[Recorded information Boundary: Start]
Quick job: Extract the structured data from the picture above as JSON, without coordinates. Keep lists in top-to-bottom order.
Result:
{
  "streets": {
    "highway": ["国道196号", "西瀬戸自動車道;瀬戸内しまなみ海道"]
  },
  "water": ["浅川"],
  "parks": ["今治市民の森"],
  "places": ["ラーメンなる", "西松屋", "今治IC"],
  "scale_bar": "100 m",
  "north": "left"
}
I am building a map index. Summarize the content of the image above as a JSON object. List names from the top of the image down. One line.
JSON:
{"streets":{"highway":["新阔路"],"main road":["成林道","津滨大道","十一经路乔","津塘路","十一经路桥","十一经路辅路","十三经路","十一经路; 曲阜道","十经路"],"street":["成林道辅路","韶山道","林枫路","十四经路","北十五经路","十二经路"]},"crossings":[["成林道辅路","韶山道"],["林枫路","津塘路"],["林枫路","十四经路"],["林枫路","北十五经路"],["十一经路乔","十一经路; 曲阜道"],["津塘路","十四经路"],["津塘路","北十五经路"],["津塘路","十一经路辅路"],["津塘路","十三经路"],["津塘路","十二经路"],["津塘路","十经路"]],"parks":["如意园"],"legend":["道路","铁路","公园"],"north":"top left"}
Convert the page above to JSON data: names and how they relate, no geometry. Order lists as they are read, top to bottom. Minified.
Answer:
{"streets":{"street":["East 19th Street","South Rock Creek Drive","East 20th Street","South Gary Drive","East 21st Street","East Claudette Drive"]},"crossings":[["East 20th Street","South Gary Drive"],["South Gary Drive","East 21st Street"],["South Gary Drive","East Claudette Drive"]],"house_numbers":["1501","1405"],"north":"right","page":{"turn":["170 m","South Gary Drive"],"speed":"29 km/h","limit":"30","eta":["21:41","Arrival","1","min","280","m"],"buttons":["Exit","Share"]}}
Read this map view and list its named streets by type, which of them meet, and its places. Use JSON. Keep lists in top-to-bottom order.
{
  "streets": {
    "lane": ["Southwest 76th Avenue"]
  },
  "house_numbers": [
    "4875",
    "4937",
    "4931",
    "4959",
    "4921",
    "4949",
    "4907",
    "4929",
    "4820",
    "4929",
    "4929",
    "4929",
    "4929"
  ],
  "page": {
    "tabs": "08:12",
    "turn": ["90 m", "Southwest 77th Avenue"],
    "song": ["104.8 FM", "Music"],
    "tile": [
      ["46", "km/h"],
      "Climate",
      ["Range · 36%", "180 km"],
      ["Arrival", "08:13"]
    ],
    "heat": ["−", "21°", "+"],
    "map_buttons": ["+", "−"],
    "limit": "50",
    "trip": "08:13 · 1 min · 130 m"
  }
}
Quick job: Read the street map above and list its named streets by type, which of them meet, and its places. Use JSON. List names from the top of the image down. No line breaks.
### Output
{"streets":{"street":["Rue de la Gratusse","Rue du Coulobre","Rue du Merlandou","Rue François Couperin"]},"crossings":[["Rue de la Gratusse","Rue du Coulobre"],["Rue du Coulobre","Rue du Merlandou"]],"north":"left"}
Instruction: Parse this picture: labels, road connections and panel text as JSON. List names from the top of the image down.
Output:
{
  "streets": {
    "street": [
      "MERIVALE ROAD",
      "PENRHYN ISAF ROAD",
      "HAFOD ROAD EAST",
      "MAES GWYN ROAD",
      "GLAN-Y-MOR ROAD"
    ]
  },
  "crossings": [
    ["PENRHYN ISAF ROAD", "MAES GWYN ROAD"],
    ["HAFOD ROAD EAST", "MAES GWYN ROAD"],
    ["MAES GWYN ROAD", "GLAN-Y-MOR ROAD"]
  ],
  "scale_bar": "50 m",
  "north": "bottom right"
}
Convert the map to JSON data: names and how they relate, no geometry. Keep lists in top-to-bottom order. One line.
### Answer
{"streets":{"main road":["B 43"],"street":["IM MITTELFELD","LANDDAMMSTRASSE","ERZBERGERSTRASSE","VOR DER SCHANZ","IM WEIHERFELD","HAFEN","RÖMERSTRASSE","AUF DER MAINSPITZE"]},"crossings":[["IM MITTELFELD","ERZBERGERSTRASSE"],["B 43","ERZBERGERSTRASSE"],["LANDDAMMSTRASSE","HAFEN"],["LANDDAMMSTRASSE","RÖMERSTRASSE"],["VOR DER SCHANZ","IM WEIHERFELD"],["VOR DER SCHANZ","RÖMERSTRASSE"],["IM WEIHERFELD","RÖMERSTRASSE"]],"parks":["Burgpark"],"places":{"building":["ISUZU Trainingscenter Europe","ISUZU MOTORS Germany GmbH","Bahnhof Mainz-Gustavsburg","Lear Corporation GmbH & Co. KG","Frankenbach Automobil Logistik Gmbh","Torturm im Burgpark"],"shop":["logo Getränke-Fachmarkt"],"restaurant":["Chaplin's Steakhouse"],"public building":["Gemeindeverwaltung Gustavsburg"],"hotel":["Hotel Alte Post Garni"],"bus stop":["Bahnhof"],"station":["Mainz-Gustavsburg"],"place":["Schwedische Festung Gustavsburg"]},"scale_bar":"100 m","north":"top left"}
[Recorded information Boundary: End]
» **Work to be completed**
Retype the records above in full, exactly.

» **Solution to this exercise**
Quick job: Extract the structured data from the picture above as JSON, without coordinates. Keep lists in top-to-bottom order.
Result:
{
  "streets": {
    "highway": ["国道196号", "西瀬戸自動車道;瀬戸内しまなみ海道"]
  },
  "water": ["浅川"],
  "parks": ["今治市民の森"],
  "places": ["ラーメンなる", "西松屋", "今治IC"],
  "scale_bar": "100 m",
  "north": "left"
}
I am building a map index. Summarize the content of the image above as a JSON object. List names from the top of the image down. One line.
JSON:
{"streets":{"highway":["新阔路"],"main road":["成林道","津滨大道","十一经路乔","津塘路","十一经路桥","十一经路辅路","十三经路","十一经路; 曲阜道","十经路"],"street":["成林道辅路","韶山道","林枫路","十四经路","北十五经路","十二经路"]},"crossings":[["成林道辅路","韶山道"],["林枫路","津塘路"],["林枫路","十四经路"],["林枫路","北十五经路"],["十一经路乔","十一经路; 曲阜道"],["津塘路","十四经路"],["津塘路","北十五经路"],["津塘路","十一经路辅路"],["津塘路","十三经路"],["津塘路","十二经路"],["津塘路","十经路"]],"parks":["如意园"],"legend":["道路","铁路","公园"],"north":"top left"}
Convert the page above to JSON data: names and how they relate, no geometry. Order lists as they are read, top to bottom. Minified.
Answer:
{"streets":{"street":["East 19th Street","South Rock Creek Drive","East 20th Street","South Gary Drive","East 21st Street","East Claudette Drive"]},"crossings":[["East 20th Street","South Gary Drive"],["South Gary Drive","East 21st Street"],["South Gary Drive","East Claudette Drive"]],"house_numbers":["1501","1405"],"north":"right","page":{"turn":["170 m","South Gary Drive"],"speed":"29 km/h","limit":"30","eta":["21:41","Arrival","1","min","280","m"],"buttons":["Exit","Share"]}}
Read this map view and list its named streets by type, which of them meet, and its places. Use JSON. Keep lists in top-to-bottom order.
{
  "streets": {
    "lane": ["Southwest 76th Avenue"]
  },
  "house_numbers": [
    "4875",
    "4937",
    "4931",
    "4959",
    "4921",
    "4949",
    "4907",
    "4929",
    "4820",
    "4929",
    "4929",
    "4929",
    "4929"
  ],
  "page": {
    "tabs": "08:12",
    "turn": ["90 m", "Southwest 77th Avenue"],
    "song": ["104.8 FM", "Music"],
    "tile": [
      ["46", "km/h"],
      "Climate",
      ["Range · 36%", "180 km"],
      ["Arrival", "08:13"]
    ],
    "heat": ["−", "21°", "+"],
    "map_buttons": ["+", "−"],
    "limit": "50",
    "trip": "08:13 · 1 min · 130 m"
  }
}
Quick job: Read the street map above and list its named streets by type, which of them meet, and its places. Use JSON. List names from the top of the image down. No line breaks.
### Output
{"streets":{"street":["Rue de la Gratusse","Rue du Coulobre","Rue du Merlandou","Rue François Couperin"]},"crossings":[["Rue de la Gratusse","Rue du Coulobre"],["Rue du Coulobre","Rue du Merlandou"]],"north":"left"}
Instruction: Parse this picture: labels, road connections and panel text as JSON. List names from the top of the image down.
Output:
{
  "streets": {
    "street": [
      "MERIVALE ROAD",
      "PENRHYN ISAF ROAD",
      "HAFOD ROAD EAST",
      "MAES GWYN ROAD",
      "GLAN-Y-MOR ROAD"
    ]
  },
  "crossings": [
    ["PENRHYN ISAF ROAD", "MAES GWYN ROAD"],
    ["HAFOD ROAD EAST", "MAES GWYN ROAD"],
    ["MAES GWYN ROAD", "GLAN-Y-MOR ROAD"]
  ],
  "scale_bar": "50 m",
  "north": "bottom right"
}
Convert the map to JSON data: names and how they relate, no geometry. Keep lists in top-to-bottom order. One line.
### Answer
{"streets":{"main road":["B 43"],"street":["IM MITTELFELD","LANDDAMMSTRASSE","ERZBERGERSTRASSE","VOR DER SCHANZ","IM WEIHERFELD","HAFEN","RÖMERSTRASSE","AUF DER MAINSPITZE"]},"crossings":[["IM MITTELFELD","ERZBERGERSTRASSE"],["B 43","ERZBERGERSTRASSE"],["LANDDAMMSTRASSE","HAFEN"],["LANDDAMMSTRASSE","RÖMERSTRASSE"],["VOR DER SCHANZ","IM WEIHERFELD"],["VOR DER SCHANZ","RÖMERSTRASSE"],["IM WEIHERFELD","RÖMERSTRASSE"]],"parks":["Burgpark"],"places":{"building":["ISUZU Trainingscenter Europe","ISUZU MOTORS Germany GmbH","Bahnhof Mainz-Gustavsburg","Lear Corporation GmbH & Co. KG","Frankenbach Automobil Logistik Gmbh","Torturm im Burgpark"],"shop":["logo Getränke-Fachmarkt"],"restaurant":["Chaplin's Steakhouse"],"public building":["Gemeindeverwaltung Gustavsburg"],"hotel":["Hotel Alte Post Garni"],"bus stop":["Bahnhof"],"station":["Mainz-Gustavsburg"],"place":["Schwedische Festung Gustavsburg"]},"scale_bar":"100 m","north":"top left"}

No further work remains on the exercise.